Problem to work on: All records are to be reproduced verbatim, with images omitted.

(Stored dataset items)
__________________________________________________

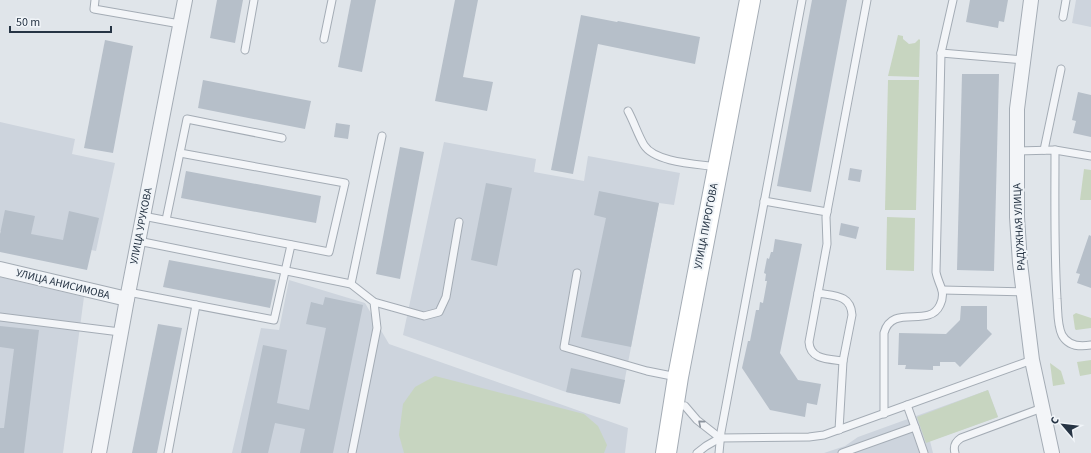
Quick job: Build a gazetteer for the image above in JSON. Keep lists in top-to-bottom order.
{
  "streets": {
    "main road": ["УЛИЦА ПИРОГОВА"],
    "street": ["УЛИЦА УРУКОВА", "РАДУЖНАЯ УЛИЦА", "УЛИЦА АНИСИМОВА"]
  },
  "crossings": [
    ["УЛИЦА УРУКОВА", "УЛИЦА АНИСИМОВА"]
  ],
  "scale_bar": "50 m",
  "north": "top left"
}
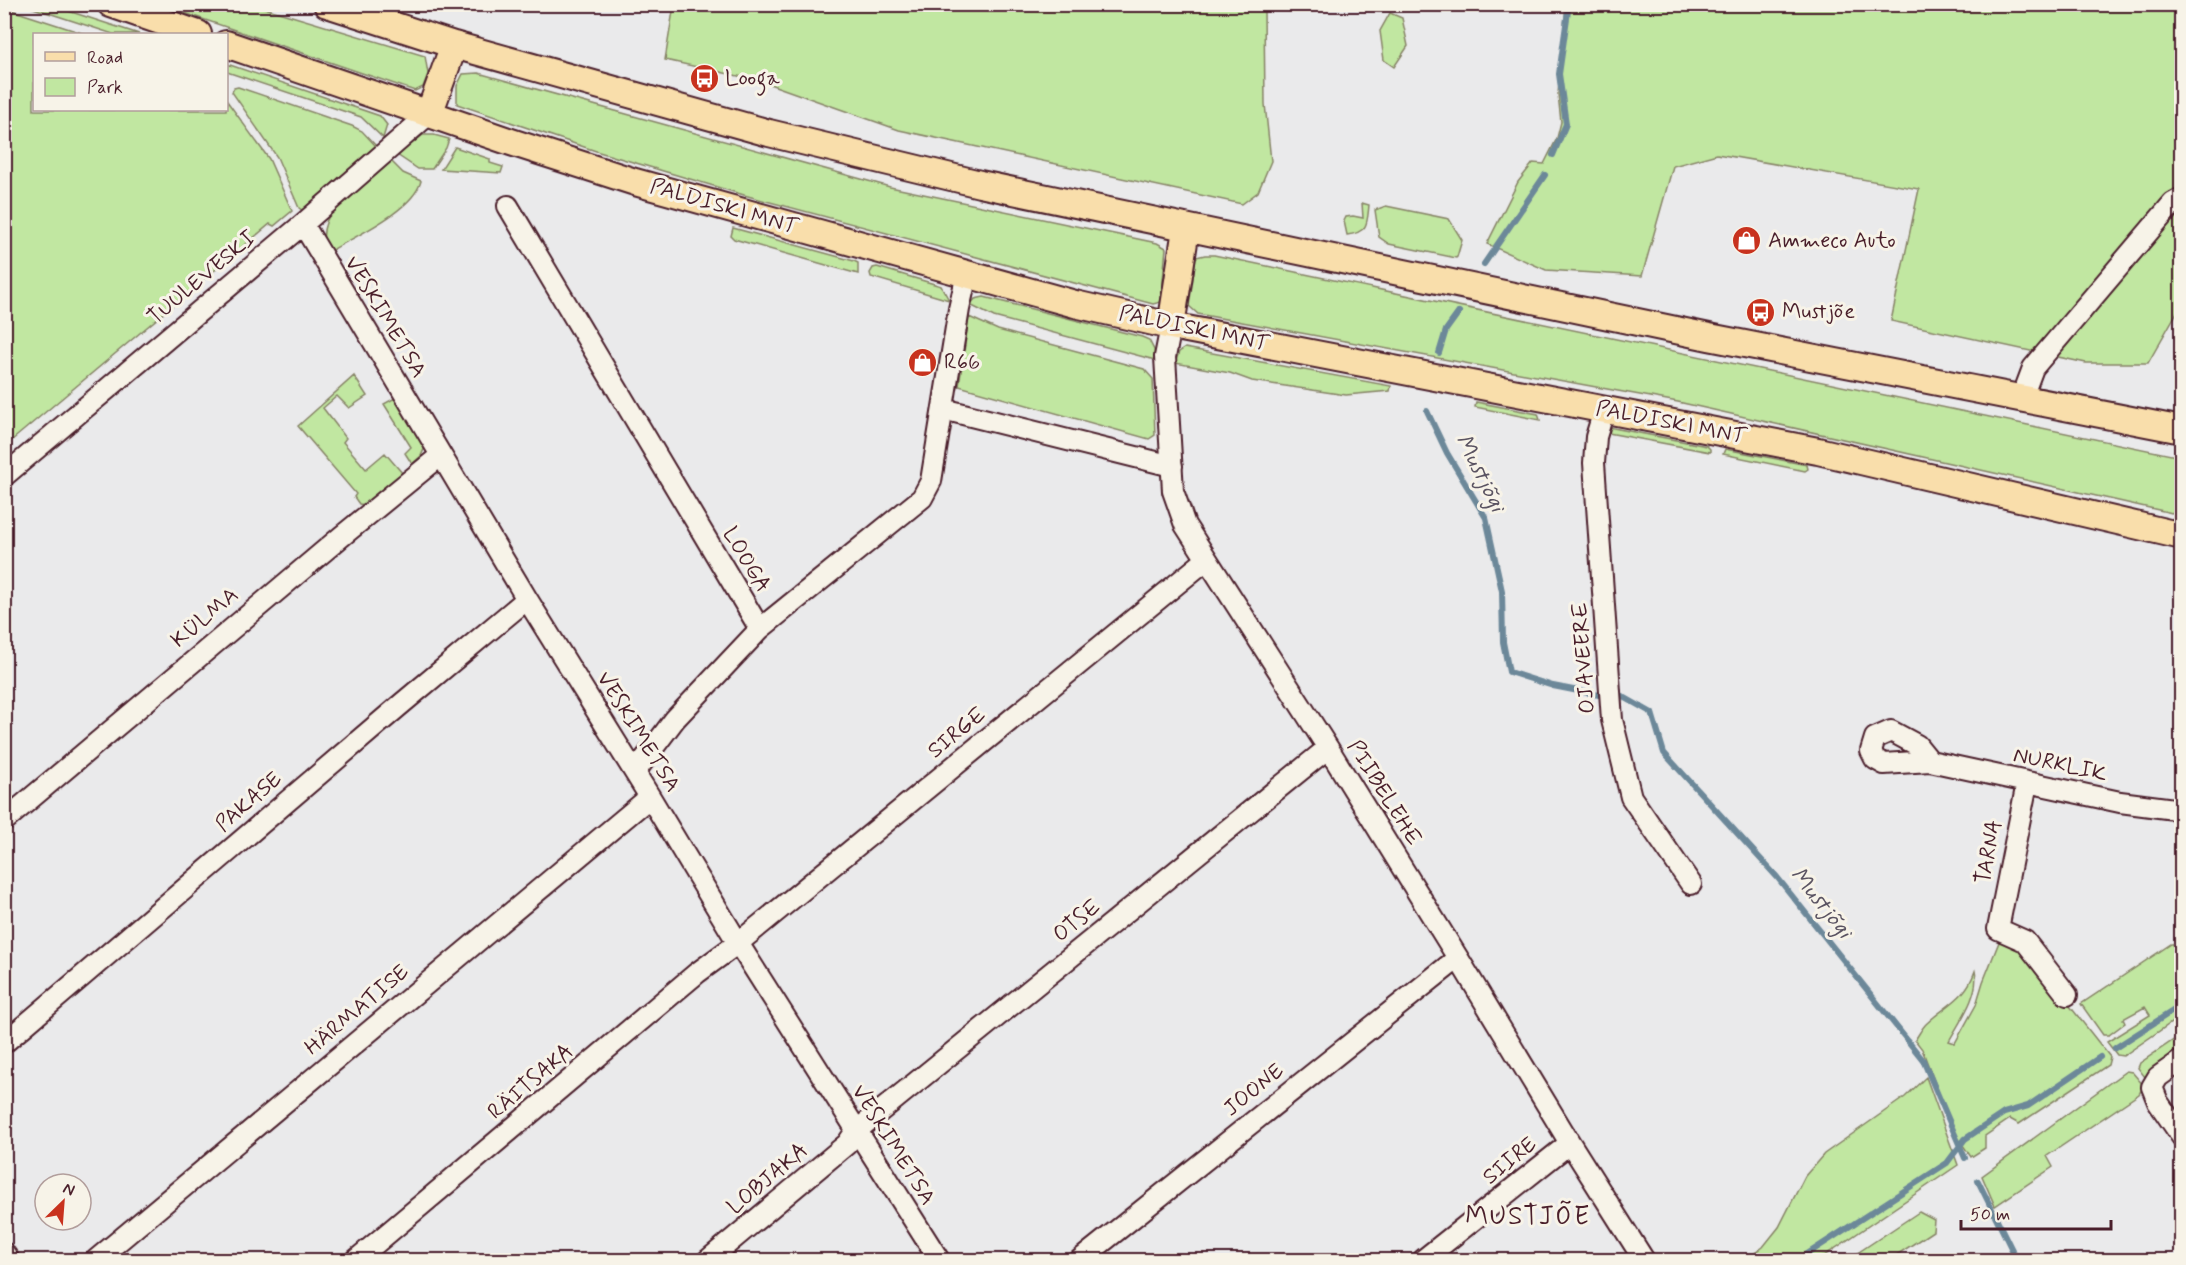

__________________________________________________

Result for this task:
Quick job: Build a gazetteer for the image above in JSON. Keep lists in top-to-bottom order.
{
  "streets": {
    "main road": ["УЛИЦА ПИРОГОВА"],
    "street": ["УЛИЦА УРУКОВА", "РАДУЖНАЯ УЛИЦА", "УЛИЦА АНИСИМОВА"]
  },
  "crossings": [
    ["УЛИЦА УРУКОВА", "УЛИЦА АНИСИМОВА"]
  ],
  "scale_bar": "50 m",
  "north": "top left"
}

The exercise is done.